# non-FiOS users, can you record a few shows and tell me if they're protected?



## cwerdna (Feb 22, 2001)

Can anyone on a cable provider other than FiOS and on one that isn't known to throw on copy protection on most or all channels try recordings a few shows for me? See list at bottom that I'm suddenly seeing protected after 6/8.

It looks like Verizon FiOS screwed up and started putting copy protection on most/all (?) of their shows that aren't below channel 100. The result is that channels that I know have never had protection on their shows now sudddenly have them such as HDNet, CNN, CNN Headline News (HLN), CNBC (even standard def), Discovery (DSCP).

I just want to confirm that it's Verizon doing this and not a more global thing.

Please try recording these shows and user either kmttg (Tivo desktop should work) to look for the "no symbol" (leftmost column) or press Info and look for "Restrictions: Due to policy set by the copyright holder, this recording: Cannot be transferred to VCR, DVD or any other media device..." I've attached a picture of what I'm talking about from kmttg.

Shows to try:
- any ep of Star Trek: Enterprise on HDNet
- Larry King Live (CNN or CNNI)
- any ep of Mythbusters (DSCP)
- any ep of Attack of the Show (G4)
- Mad Money (CNBC)

Perhaps other FiOS users can add to this list if they're seeing stuff that suddenly got "protection" added.


----------



## MPSAN (Jun 20, 2009)

You can add HBOHD to the list!


----------



## rifleman69 (Jan 6, 2005)

I think Frontier is setting this, and VZ is simply following their orders.


----------



## csm10495 (Nov 15, 2008)

Here in New York on FiOS i believe all are CCI 0x00 (Copy Freely) except PPV and premium channels like HBO, Cinemax, etc... i've had no trouble transferring any regular package channels via iTivo (TivoToGo)


----------



## cwerdna (Feb 22, 2001)

csm10495 said:


> Here in New York on FiOS i believe all are CCI 0x00 (Copy Freely) except PPV and premium channels like HBO, Cinemax, etc... i've had no trouble transferring any regular package channels via iTivo (TivoToGo)

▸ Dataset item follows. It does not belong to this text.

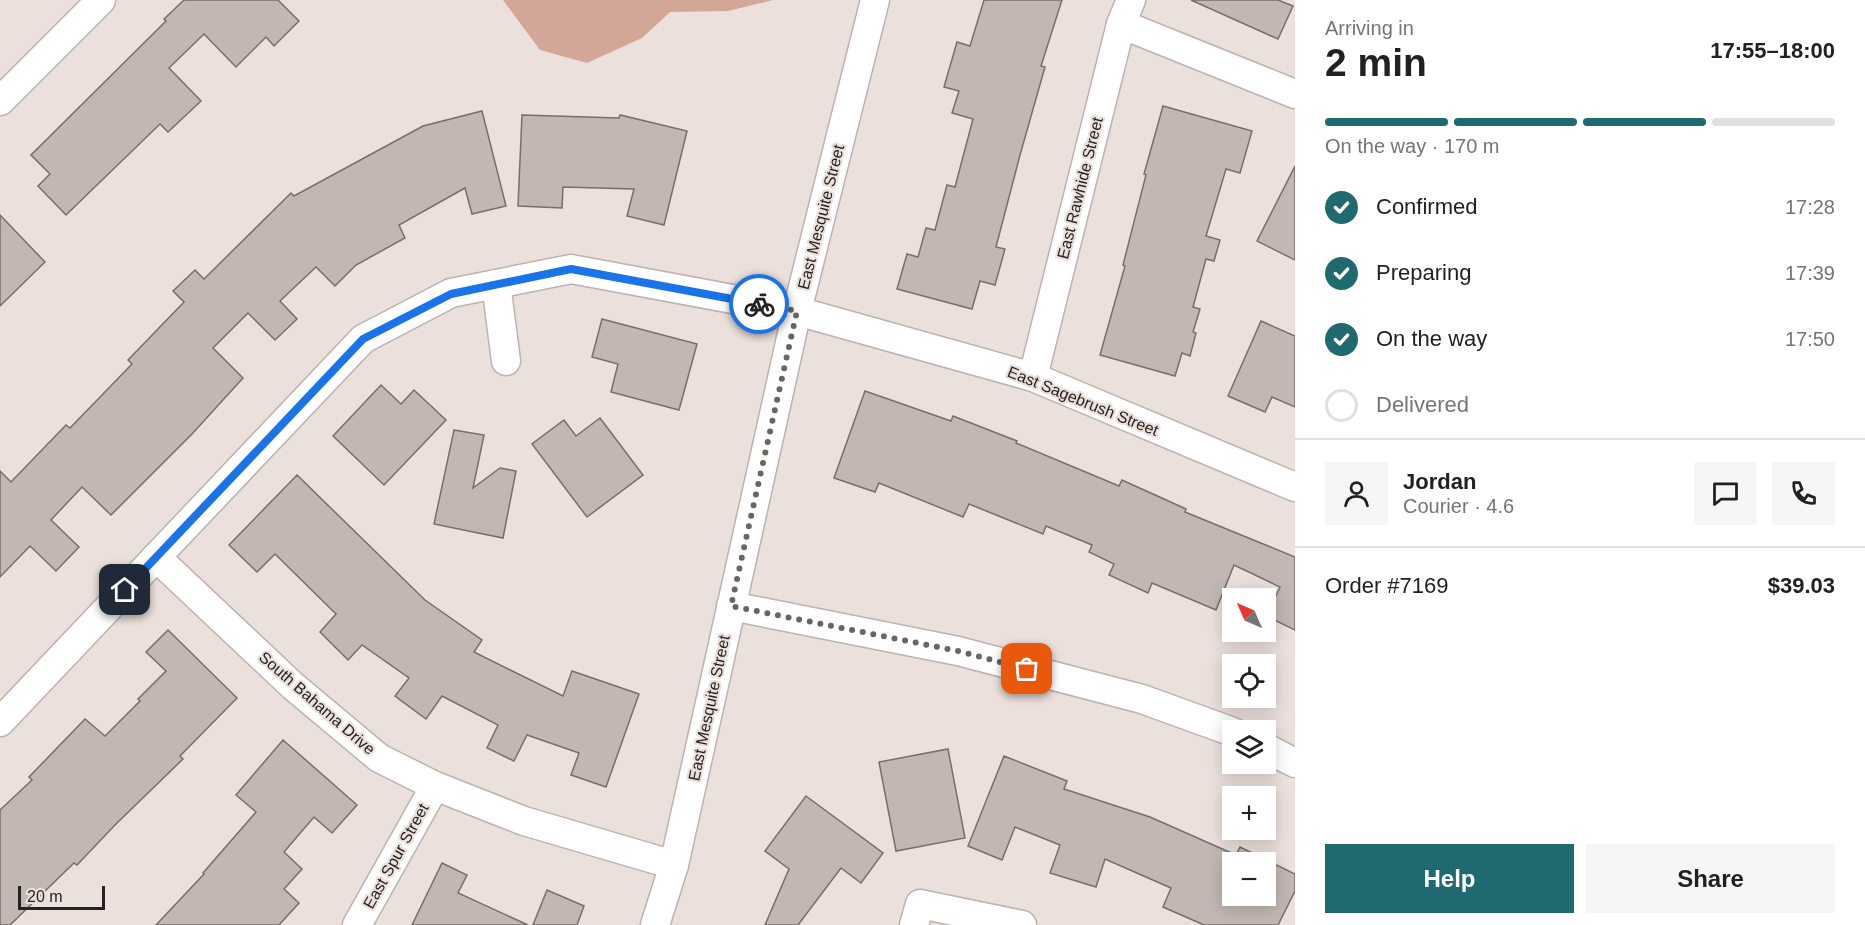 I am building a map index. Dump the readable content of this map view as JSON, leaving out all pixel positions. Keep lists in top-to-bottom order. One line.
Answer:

I understand... everything was not protected in any way (I had no premium channels) for me on FiOS in WA state. Then, after that damned outage on 6/7, that's when the protection seemed to start showing up. See http://tivocommunity.com/tivo-vb/showthread.php?t=450307.

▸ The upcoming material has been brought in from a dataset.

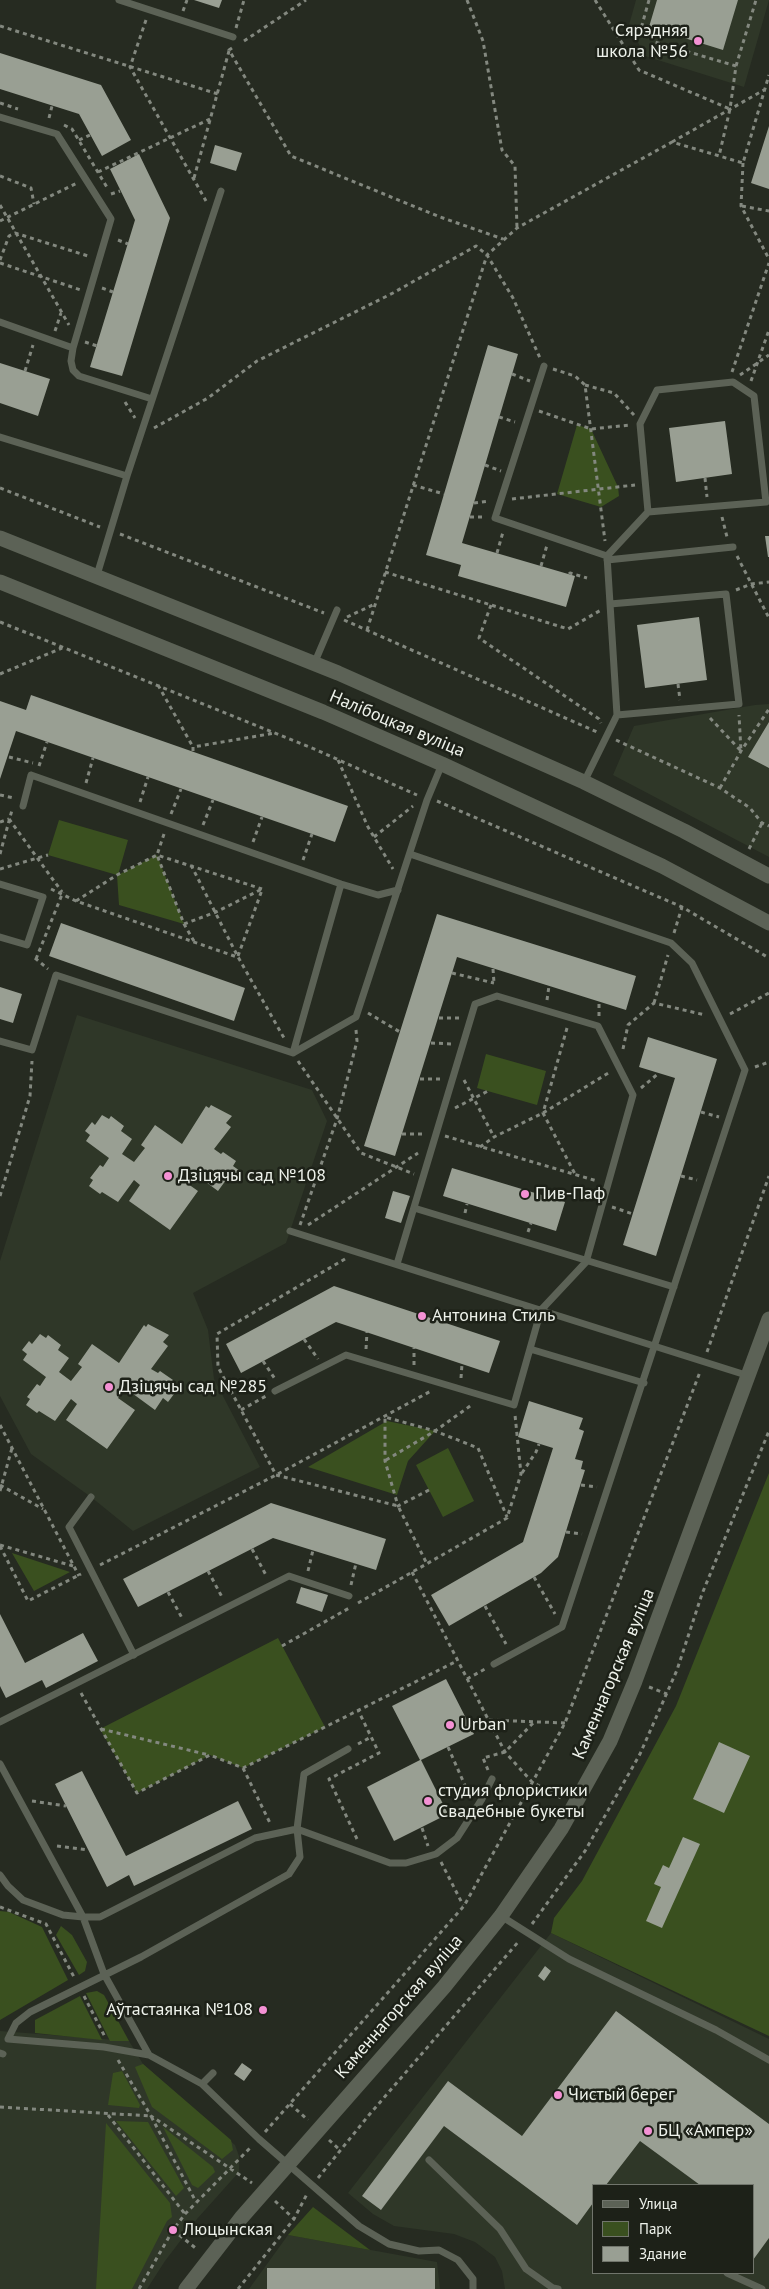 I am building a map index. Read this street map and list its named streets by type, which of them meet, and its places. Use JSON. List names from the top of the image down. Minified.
{"streets":{"main road":["Налібоцкая вуліца","Каменнагорская вуліца"]},"places":["Сярэдняя школа №56","Дзіцячы сад №108","Пив-Паф","Антонина Стиль","Дзіцячы сад №285","Urban","студия флористики Свадебные букеты","Аўтастаянка №108","Чистый берег","БЦ «Ампер»","Люцынская"],"legend":["Улица","Парк","Здание"]}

I'm still at work and won't be able to check if things are back to normal (no protection) until much later tonight.


----------



## cwerdna (Feb 22, 2001)

I'll add Mad Money on CNBC (standard def) that was recorded 6/10/10 3 pm and 8 pm Pacific. It got copy protection.

It looks like Ultimate Factories on SPEEDHD recorded 6/10/10 10 pm Pacific *didn't *get copy protection though.


----------



## richsadams (Jan 4, 2003)

rifleman69 said:


> I think Frontier is setting this, and VZ is simply following their orders.


I thought so too at first, but after talking to VZ and reading various posts here and on other forums I don't think so anymore, for several reasons (and at the risk of repeating myself from another post).

- Too random. Hundreds of channels that could/would be copy protected aren't, including premium channels (all of Showtime's channels for instance). 
- Channels like CNN that have never had copy protection by any provider are now copy protected?
- No copy protection at all in states where Frontier is also taking over
- Coincidence? The channels that are now copy protected just so happen to be the same channels that were lost in a multi-state outage that VZ suffered a few days ago.

Even if the other things made sense some how, that last one is _way_ to coincidental in my book.

To me it appears to be collateral damage (read: huge blunder) by VZ's network folks that tried to fix the recent outage. I just hope they get it resolved before Frontier takes the reins.


----------



## [NG]Owner (Dec 19, 2006)

Welcome to our world ... the world of Time Warner Cable.

Everything except broadcast local is copy protected.

[NG]Owner


----------



## lew (Mar 12, 2002)

FiOS (NY area) no issues.

I'm not going to take the time to search. The consensus is FiOS doen't typically "pair" cable cards to the equipment. My memory is at least one credible poster said a cable cards can't handle CCI flagged shows unless the card is paired.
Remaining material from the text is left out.